These 26 markers and mammography were applied to construct a combined diagnostic prediction model for BC. In the validation and the independent test cohort, which was composed of 96 BC and 77 normal cfDNA samples, the sensitivity was 94.79% (95% CI: 78.72–97.87%), and the specificity was 98.70% (95% CI: 86.36–100%) (Fig. 5c). For stages 0–IV the model yielded a sensitivity of 100% (6/6), 89.29% (25/28), 97.87% (46/47), 92.31% (12/13) and 100% (2/2), respectively (Fig. 5c). We demonstrated that this combined model could differentiate BCs from normal controls with an outstanding performance [AUROC = 0.9951 (95% CI: 98.99–100%) and AUPRC = 0.9550 (95% CI: 95.0–96.0%)] (Fig. 5c, d). The sensitivity relatively increased by 6.25% for the combined model (94.79%) compared with the methylation model (88.54%). The specificity increased by 3.89% for the combined model (98.70%) compared with the methylation model (94.81%).

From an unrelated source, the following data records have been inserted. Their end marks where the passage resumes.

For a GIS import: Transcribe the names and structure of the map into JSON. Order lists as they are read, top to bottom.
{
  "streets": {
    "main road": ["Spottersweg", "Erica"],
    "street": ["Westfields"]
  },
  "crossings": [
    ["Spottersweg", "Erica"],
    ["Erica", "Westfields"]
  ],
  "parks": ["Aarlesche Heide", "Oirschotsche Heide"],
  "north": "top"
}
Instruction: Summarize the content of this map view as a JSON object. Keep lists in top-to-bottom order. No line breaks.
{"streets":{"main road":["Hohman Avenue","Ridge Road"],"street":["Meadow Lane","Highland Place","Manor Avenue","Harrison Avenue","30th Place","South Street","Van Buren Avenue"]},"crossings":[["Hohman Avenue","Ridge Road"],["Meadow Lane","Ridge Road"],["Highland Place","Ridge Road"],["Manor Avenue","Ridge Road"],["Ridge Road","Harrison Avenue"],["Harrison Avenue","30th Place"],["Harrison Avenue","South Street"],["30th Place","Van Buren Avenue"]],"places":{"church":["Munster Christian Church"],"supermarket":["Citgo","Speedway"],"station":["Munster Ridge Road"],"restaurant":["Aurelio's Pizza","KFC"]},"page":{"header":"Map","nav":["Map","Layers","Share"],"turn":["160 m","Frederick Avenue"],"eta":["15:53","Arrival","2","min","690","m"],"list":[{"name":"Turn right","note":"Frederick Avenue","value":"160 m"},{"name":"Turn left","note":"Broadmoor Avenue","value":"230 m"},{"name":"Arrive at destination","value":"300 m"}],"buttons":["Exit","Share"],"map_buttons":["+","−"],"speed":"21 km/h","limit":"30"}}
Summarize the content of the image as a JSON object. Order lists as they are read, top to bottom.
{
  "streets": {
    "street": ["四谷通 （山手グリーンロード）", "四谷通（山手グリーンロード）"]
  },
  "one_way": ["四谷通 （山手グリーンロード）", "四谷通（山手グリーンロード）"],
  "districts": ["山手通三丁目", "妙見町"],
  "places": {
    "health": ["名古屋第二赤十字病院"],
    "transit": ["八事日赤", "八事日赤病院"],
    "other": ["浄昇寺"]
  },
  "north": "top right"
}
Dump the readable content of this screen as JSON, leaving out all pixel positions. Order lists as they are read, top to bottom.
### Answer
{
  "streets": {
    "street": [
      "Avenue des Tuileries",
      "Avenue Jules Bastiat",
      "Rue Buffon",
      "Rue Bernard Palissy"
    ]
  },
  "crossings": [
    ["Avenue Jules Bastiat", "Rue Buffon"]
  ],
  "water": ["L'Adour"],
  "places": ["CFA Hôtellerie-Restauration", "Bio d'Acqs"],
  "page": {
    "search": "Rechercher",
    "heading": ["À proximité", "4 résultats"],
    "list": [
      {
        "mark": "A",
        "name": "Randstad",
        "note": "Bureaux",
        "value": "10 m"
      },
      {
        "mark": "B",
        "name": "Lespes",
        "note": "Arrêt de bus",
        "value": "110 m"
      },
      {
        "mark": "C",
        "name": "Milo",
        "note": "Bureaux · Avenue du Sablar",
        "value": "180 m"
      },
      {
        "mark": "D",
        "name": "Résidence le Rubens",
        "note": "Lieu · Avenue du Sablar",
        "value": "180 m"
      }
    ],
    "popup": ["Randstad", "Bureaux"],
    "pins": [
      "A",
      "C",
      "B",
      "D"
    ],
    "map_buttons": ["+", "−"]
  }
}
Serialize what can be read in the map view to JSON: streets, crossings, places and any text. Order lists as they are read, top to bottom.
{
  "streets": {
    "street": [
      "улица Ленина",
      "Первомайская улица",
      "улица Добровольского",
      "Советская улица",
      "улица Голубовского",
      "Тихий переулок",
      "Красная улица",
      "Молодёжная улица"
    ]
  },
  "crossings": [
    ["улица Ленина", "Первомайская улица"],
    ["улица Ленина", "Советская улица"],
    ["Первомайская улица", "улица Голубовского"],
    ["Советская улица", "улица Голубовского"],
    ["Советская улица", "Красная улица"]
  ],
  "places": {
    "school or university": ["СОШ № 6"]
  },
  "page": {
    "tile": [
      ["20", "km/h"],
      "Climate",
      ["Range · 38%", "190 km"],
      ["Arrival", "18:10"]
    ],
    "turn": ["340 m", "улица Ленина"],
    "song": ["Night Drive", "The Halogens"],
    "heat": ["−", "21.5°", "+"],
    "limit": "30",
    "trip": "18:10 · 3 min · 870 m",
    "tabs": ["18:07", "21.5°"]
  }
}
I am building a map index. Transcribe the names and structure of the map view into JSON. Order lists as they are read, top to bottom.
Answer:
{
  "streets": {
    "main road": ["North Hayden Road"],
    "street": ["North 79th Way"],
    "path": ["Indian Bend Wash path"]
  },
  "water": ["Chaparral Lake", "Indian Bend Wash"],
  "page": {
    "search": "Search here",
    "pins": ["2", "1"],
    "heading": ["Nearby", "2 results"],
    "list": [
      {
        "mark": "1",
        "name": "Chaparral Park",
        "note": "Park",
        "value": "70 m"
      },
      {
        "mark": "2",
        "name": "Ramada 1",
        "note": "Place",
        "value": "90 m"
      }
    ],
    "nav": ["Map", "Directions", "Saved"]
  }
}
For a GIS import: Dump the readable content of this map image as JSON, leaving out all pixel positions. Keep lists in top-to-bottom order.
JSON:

Correlation between clinicopathologic features and methylation levels

We investigated the association between clinicopathological features and methylation levels in 204 plasma samples of BC, including the training dataset, validation dataset and independent testing dataset (Supplementary Tables 2 and 3). Methylation levels were calculated in each individual in all subgroups (Supplementary Table 4). We performed ANOVA and Bonferroni correction to compare the means between clinicopathologic features and found that DNA hypermethylation was significantly associated with tumour size (P = 5.9E−08, Padjusts = 1.12E−06), the number of metastatic lymph nodes (P = 1.2E−05, Padjusts = 2.3E−04), stage (P = 7.3E−05, Padjusts = 1.39E−03) and BC subtype (P = 0.029, Padjusts = 0.55). Furthermore, no statistically significant associations were found for cfDNA hypermethylation with other parameters, including patient age (P = 0.18), grade (P = 0.91), ER status (P = 0.12), PR (P = 0.16) and HER2 status (P = 0.61). There were no significant associations for DNA hypomethylation with any clinicopathological parameter (Supplementary Table 2). In addition, according to the validation dataset and independent testing dataset, a box plot comparing the clinicopathological parameters according to hypermethylation levels (Supplementary Fig. 5a–f) and hypomethylation levels (Supplementary Fig. 6a–f) is illustrated. There were no significant associations between mean methylation levels in different clinicopathological features except the number of metastatic lymph nodes with mean hypermethylation level (Supplementary Fig. 5d).

Discussion

Mammography-based screening has contributed to a 28–45% reduction in BC mortality13,14, showing 70% sensitivity and 92% specificity for BC detection15. However, mammography is less sensitive in young women, especially in Asian women, who usually have dense breast tissue. We need novel and accurate detection methods to complement the deficiencies of mammography in early BC detection.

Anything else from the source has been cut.